*WORK TASK*. Please find every line of the listing below where "margin" occurs and copy it.
□ □ □ □ □ □ □
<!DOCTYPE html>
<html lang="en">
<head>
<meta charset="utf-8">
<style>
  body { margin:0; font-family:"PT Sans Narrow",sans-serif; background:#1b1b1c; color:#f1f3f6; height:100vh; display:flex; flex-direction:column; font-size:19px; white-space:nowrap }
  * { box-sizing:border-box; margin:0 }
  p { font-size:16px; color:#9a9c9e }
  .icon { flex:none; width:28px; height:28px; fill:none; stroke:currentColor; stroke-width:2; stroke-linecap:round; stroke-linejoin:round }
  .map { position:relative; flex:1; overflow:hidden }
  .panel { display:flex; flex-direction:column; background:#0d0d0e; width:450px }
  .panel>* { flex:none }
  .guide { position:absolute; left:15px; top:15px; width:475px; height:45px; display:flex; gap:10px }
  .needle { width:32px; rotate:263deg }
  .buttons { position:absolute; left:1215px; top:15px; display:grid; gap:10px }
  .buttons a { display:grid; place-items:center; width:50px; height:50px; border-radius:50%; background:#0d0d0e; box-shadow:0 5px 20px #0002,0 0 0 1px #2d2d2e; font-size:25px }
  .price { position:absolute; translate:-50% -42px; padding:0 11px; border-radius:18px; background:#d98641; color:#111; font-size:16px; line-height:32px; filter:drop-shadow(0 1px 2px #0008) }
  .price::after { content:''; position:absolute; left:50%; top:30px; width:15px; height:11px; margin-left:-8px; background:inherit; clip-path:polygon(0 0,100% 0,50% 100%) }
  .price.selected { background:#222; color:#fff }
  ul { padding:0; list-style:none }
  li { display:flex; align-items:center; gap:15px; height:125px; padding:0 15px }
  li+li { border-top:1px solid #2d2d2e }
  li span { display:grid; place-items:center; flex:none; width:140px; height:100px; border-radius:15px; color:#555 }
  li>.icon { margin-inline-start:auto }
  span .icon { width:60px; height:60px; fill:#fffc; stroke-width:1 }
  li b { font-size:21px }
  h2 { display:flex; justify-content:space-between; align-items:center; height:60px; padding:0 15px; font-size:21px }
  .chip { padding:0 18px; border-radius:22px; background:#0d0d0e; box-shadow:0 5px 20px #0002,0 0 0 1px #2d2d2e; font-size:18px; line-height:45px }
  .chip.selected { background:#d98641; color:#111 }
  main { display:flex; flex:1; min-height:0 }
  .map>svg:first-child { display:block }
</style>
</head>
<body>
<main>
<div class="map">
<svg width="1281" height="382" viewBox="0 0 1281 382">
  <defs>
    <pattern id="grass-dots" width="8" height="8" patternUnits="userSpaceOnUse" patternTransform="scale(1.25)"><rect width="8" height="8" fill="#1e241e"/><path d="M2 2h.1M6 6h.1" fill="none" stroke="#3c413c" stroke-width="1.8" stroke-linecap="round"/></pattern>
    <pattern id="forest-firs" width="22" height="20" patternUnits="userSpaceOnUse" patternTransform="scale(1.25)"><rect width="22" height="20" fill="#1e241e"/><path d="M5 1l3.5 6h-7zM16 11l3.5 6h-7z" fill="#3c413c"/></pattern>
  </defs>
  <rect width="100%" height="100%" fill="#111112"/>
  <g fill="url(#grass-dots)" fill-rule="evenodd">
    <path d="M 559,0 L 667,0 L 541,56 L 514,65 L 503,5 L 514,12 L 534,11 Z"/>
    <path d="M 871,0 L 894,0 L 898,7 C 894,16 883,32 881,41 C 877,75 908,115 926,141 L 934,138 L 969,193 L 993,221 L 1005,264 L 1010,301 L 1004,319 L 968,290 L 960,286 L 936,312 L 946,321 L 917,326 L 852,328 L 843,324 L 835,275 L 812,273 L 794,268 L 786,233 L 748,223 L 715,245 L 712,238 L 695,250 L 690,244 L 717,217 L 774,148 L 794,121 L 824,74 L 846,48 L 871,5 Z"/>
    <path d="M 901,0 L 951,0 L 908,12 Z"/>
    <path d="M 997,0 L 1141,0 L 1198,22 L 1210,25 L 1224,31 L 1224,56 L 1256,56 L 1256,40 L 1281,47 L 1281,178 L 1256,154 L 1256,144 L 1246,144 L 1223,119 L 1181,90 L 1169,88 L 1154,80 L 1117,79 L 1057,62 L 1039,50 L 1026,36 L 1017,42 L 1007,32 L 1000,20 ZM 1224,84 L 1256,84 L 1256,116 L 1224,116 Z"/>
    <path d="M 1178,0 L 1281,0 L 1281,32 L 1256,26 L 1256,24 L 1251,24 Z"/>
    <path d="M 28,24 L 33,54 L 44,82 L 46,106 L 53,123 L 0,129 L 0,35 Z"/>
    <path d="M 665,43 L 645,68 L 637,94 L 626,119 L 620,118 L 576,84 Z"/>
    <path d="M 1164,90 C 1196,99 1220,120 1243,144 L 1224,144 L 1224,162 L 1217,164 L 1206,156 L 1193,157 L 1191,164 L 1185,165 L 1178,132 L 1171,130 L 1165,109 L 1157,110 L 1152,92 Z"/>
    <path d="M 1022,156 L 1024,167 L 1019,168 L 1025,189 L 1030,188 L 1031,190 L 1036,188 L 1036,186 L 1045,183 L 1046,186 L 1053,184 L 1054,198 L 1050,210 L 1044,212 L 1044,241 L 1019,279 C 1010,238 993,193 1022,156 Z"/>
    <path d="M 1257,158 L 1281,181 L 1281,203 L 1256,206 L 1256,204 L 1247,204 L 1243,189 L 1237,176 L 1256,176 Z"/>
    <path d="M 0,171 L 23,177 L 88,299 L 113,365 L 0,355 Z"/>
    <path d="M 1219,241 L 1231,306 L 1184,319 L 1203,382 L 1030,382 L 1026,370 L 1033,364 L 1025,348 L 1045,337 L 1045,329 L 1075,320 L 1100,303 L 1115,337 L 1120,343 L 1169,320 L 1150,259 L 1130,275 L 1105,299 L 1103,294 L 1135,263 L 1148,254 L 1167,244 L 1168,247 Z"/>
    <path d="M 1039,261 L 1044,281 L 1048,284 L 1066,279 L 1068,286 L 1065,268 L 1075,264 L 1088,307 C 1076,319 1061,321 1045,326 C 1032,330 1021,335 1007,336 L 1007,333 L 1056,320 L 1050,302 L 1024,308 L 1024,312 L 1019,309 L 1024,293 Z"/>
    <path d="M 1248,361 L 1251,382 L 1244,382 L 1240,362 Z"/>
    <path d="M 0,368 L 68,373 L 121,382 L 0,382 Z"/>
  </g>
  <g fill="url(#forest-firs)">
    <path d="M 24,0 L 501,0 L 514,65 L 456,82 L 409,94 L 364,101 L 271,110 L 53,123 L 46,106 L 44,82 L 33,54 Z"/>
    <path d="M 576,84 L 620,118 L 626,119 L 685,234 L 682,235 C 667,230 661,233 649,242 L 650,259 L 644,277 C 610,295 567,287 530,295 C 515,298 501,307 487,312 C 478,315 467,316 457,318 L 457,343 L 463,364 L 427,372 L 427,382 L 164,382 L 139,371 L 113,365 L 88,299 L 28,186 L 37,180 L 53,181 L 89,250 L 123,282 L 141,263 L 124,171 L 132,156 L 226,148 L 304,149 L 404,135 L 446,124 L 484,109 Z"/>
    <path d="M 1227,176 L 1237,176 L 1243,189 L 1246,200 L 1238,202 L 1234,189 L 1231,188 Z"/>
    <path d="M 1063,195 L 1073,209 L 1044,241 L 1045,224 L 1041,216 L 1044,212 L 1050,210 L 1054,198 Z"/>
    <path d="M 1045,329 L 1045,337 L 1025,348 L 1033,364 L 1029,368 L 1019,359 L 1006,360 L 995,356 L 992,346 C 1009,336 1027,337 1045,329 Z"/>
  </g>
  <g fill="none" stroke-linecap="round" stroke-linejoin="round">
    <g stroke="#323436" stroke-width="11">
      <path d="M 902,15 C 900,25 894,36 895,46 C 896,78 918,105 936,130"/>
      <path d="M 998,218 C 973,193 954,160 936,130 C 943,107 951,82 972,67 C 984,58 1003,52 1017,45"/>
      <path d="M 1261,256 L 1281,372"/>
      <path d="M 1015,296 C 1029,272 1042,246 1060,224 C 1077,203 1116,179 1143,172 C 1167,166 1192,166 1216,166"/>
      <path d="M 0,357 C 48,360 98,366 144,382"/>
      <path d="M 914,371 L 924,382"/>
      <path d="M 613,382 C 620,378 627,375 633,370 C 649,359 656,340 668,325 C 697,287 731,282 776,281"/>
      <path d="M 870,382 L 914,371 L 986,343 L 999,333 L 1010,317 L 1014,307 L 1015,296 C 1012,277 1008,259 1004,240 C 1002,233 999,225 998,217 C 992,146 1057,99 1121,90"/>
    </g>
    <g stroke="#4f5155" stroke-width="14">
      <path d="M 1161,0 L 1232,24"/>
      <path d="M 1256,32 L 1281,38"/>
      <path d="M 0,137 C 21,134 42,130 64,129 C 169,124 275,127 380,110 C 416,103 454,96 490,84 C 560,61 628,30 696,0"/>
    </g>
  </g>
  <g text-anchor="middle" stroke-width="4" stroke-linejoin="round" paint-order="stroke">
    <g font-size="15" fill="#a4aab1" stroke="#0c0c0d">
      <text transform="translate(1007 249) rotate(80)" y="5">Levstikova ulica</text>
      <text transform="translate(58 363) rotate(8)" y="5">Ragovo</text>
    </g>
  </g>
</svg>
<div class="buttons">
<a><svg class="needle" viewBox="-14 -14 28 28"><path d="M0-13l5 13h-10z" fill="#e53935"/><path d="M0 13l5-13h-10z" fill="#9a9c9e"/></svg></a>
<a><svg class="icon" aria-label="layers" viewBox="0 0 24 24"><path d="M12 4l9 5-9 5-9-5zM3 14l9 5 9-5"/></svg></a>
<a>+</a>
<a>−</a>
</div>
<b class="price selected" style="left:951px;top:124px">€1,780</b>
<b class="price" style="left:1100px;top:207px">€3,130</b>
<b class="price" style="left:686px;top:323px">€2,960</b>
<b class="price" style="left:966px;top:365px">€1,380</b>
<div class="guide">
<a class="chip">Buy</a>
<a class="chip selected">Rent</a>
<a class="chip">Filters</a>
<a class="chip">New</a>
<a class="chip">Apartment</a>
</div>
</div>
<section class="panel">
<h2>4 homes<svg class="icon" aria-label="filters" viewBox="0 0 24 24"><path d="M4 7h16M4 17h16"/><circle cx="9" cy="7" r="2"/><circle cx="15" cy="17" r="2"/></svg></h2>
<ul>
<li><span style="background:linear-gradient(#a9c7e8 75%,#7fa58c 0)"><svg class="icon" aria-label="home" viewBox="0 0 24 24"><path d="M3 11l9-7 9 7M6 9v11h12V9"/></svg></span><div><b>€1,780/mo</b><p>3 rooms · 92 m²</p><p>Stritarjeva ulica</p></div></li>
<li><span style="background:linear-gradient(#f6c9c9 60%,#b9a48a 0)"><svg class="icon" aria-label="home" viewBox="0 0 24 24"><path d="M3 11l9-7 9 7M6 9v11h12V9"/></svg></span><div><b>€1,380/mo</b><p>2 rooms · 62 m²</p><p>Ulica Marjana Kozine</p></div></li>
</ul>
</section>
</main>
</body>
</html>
□ □ □ □ □ □ □
*ANSWER BOX*.
  body { margin:0; font-family:"PT Sans Narrow",sans-serif; background:#1b1b1c; color:#f1f3f6; height:100vh; display:flex; flex-direction:column; font-size:19px; white-space:nowrap }
  * { box-sizing:border-box; margin:0 }
  .price::after { content:''; position:absolute; left:50%; top:30px; width:15px; height:11px; margin-left:-8px; background:inherit; clip-path:polygon(0 0,100% 0,50% 100%) }
  li>.icon { margin-inline-start:auto }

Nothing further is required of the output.